This is probably an easier concept to embrace when we’re young, perhaps because we tend to not over analyze things. But then as we get older there are more things to consider – mortgages, kids, tenure, retirement, and sometimes we get stuck in our own heads and our own lives. It’s easy to move out of the realm of possibility and into more of a fear and lack-based mentality, unless we actively fan the fires of faith and hope. Although I strongly believe in the Law of Attraction – the idea that the Universe is always conspiring for our higher good –I find that I have to constantly be corralling and taming my thoughts and emotions to maintain the youthful panache that took me on a most excellent adventure to Europe, Los Angeles and then on to New York.

I frequently hear from people, many of whom are well-established in successful careers, that they feel unfulfilled because they have let go of the part of themselves that is chasing a dream. Sometimes they find that the voice inside their head that’s telling them to seize the moment simply cannot be silenced any longer. Those few who listen to this voice and ultimately take steps towards living their dream are the ones I think of as homesteaders.

Just like the pioneers who built our country, these folks are drawing a line, making a stake in what they claim as their own. No one can see every step of the way when starting on a new journey, but there is the promise of adventure, crossing paths with new people, the self-satisfaction of knowing that you went for it, and the peace that comes from not having to wonder, “what if”.

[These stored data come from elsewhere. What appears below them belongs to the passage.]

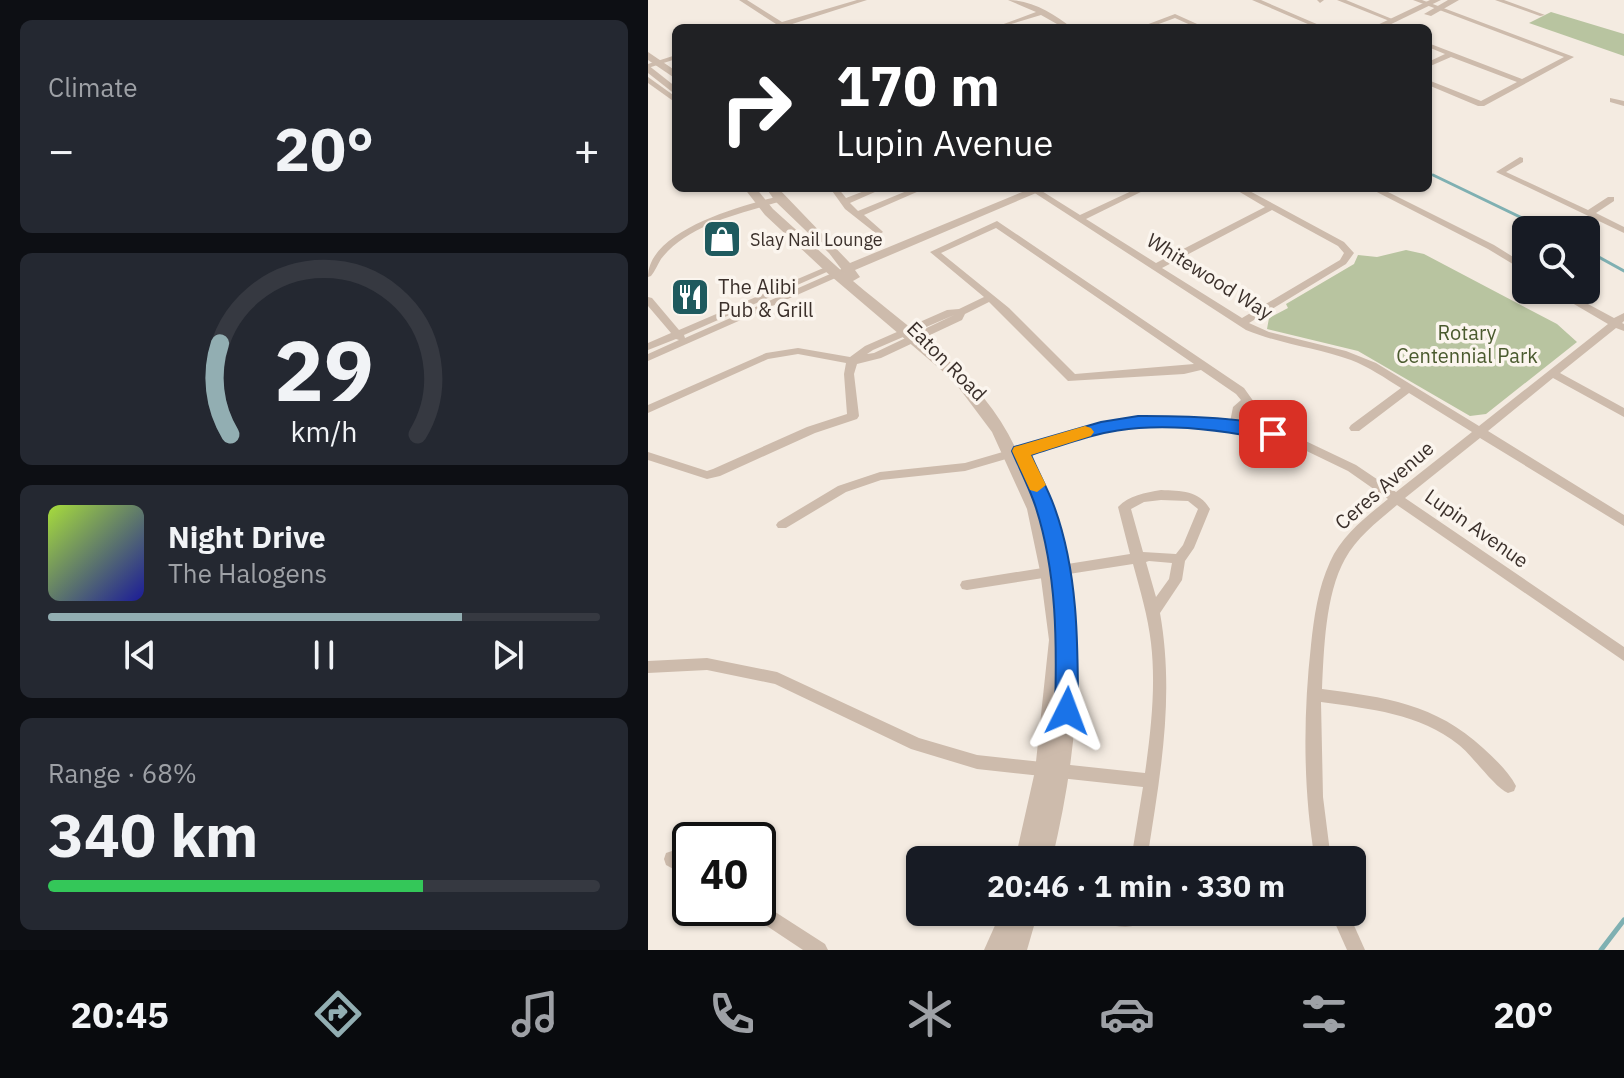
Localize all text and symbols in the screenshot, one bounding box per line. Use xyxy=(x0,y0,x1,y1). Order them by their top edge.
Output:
text: 170 m xyxy=(836,49,1000,121)
icon: right xyxy=(704,56,808,160)
text: Climate xyxy=(48,70,138,104)
text: 20° xyxy=(274,109,374,188)
text: Lupin Avenue xyxy=(836,119,1053,166)
text: − xyxy=(48,121,74,178)
text: + xyxy=(574,121,600,178)
map controls xyxy=(1512,216,1600,304)
button: search xyxy=(1512,216,1600,304)
shop icon: Slay Nail Lounge xyxy=(701,218,743,260)
street label: Whitewood Way xyxy=(1142,226,1278,326)
place label: Slay Nail Lounge xyxy=(750,228,883,251)
place label: The Alibi Pub & Grill xyxy=(718,273,813,323)
restaurant icon: The Alibi Pub & Grill xyxy=(669,276,711,318)
text: 29 xyxy=(274,315,374,423)
street label: Eaton Road xyxy=(901,315,993,407)
park label: Rotary Centennial Park xyxy=(1396,319,1538,369)
pin xyxy=(1239,400,1307,468)
icon: arrive xyxy=(1251,412,1295,456)
text: km/h xyxy=(290,413,358,450)
street label: Ceres Avenue xyxy=(1329,435,1439,535)
street label: Lupin Avenue xyxy=(1420,482,1534,574)
text: Night Drive xyxy=(168,517,326,556)
text: The Halogens xyxy=(168,556,327,590)
icon: previous xyxy=(118,633,162,677)
icon: pause xyxy=(302,633,346,677)
icon: next xyxy=(486,633,530,677)
position arrow xyxy=(1025,669,1109,753)
text: Range · 68% xyxy=(48,756,197,790)
text: 340 km xyxy=(48,795,258,874)
speed limit sign: 40 xyxy=(672,822,776,926)
text: 20:46 · 1 min · 330 m xyxy=(987,866,1285,905)
icon: directions xyxy=(310,986,366,1042)
icon: music xyxy=(507,986,563,1042)
icon: phone xyxy=(704,986,760,1042)
icon: climate xyxy=(902,986,958,1042)
icon: car xyxy=(1099,986,1155,1042)
icon: filters xyxy=(1296,986,1352,1042)
text: 20:45 xyxy=(71,991,169,1038)
text: 20° xyxy=(1493,991,1553,1038)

If your own little voice has been trying to be heard lately, here are some steps you can follow to move closer to living the life of your dreams.

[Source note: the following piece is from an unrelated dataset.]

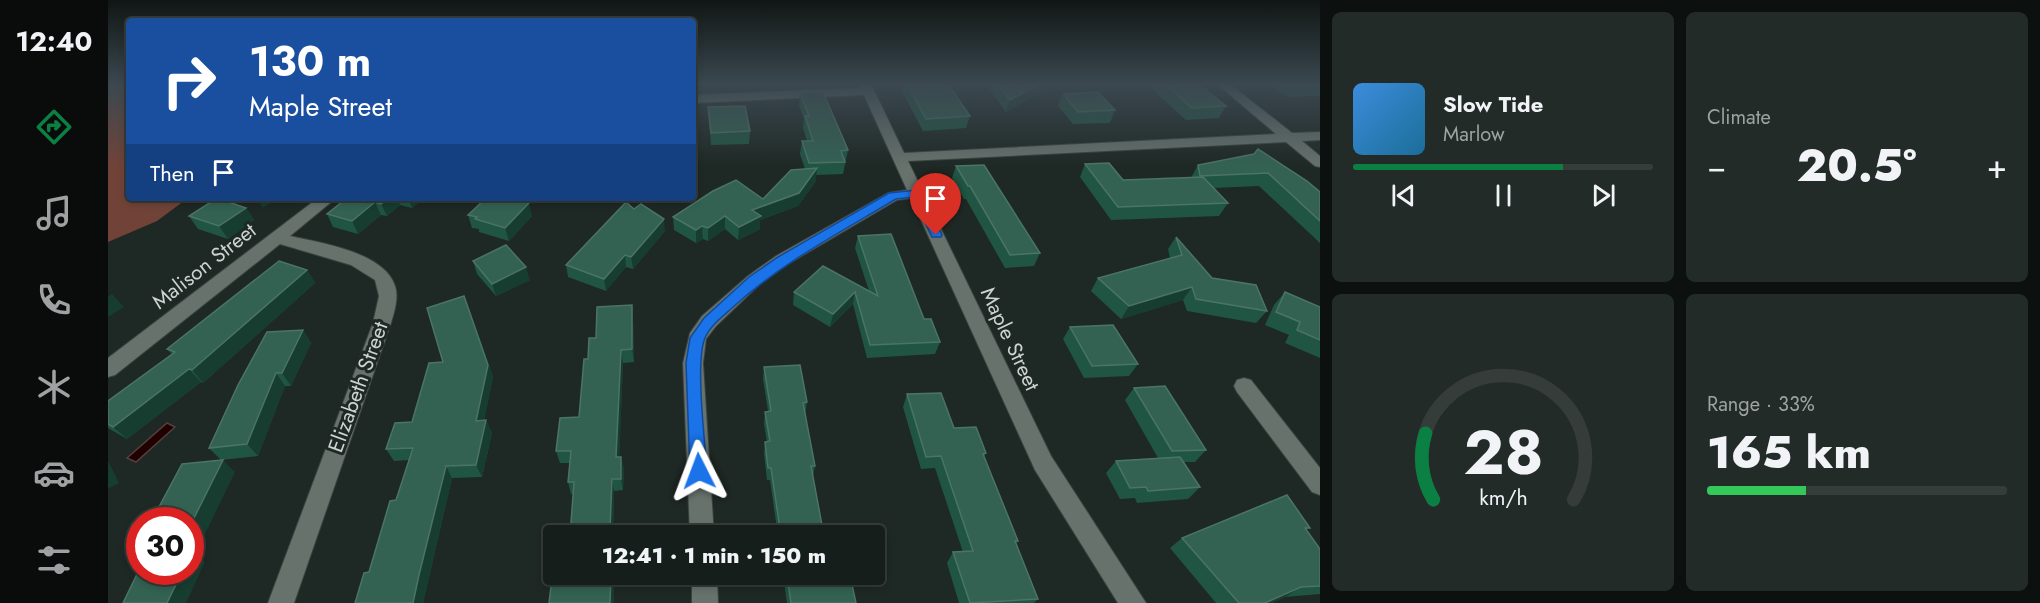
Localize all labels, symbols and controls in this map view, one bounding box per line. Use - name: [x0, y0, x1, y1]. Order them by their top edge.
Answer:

  1. Be aware of when you feel most passionate and alive. Is it when you’re talking about becoming an actor? Does woodworking fill you with excitement? Is it working with children, or with animals? Do you love to write or do crafts? Many times people are not sure what their passion is, or what direction to go in, but if you start to tune into the way you talk about certain things, you might start to get some clues. Writing your thoughts down in a journal or developing a regular meditation practice can also help guide you in the right direction.
  2. Once you have a sense of what your life’s passion is it’s time to exercise your imagination. Sit quietly, close your eyes, and imagine a perfect life where you’re fully living your dreams, and expressing yourself through your gifts and whatever it is that resonates most with you. Allow yourself to really let your imagination loose here, in a big way. Release any limiting beliefs you have about your abilities or the feasibility of whatever your passion is. Just imagine that your wildest dreams are coming to fruition. For many of us, getting comfortable with seeing this picture is one of the hardest parts of the process, but it’s also one of the most important.
  3. No one achieves their goals by snapping their fingers or waving a magic wand. Everyone who does great things does so by moving consistently in the direction of their dreams. You can turn baby steps into a daily ritual until it becomes a habit. I like to begin every day by writing down at least 5 things that I’m grateful for, 5 things that I’m excited about that are coming up in the near future, 5 goals I have for myself in different areas of my life, and for each goal at least one baby step that I intend to take that day to move me in the direction of my dreams.
  4. As you think about the steps to turn your goals into reality, there are going to be things that come up that are outside of your comfort zone. That is good. Go out of your way to identify what these things are, and then just do them, one by one. Stepping out of your comfort zone could include joining Toastmasters and regularly giving speeches to that group. It can also involve joining a gym, or picking up the phone and calling someone who you believe can help you move your new business forward. Try to push on the limits of what is comfortable every single day.
  5. Share your gifts. You may not be in a position to get paid with money right away when you start pursuing your dreams, but there still may be ways to share your gifts with others. Can you volunteer at a school or retirement home? What about becoming a non-traditional intern for someone you admire in the field that you’re trying to break into? There are more ways to get a return on your investment than just monetarily, and all of these actions will help move you towards living the life you’re dreaming about.



Protecting Your Peace


There is a thief that has robbed me repeatedly over the past 20 years, both in my personal and professional lives. I have never recovered anything that this thief has taken from me, but I have found ways to protect myself against being violated again in the future.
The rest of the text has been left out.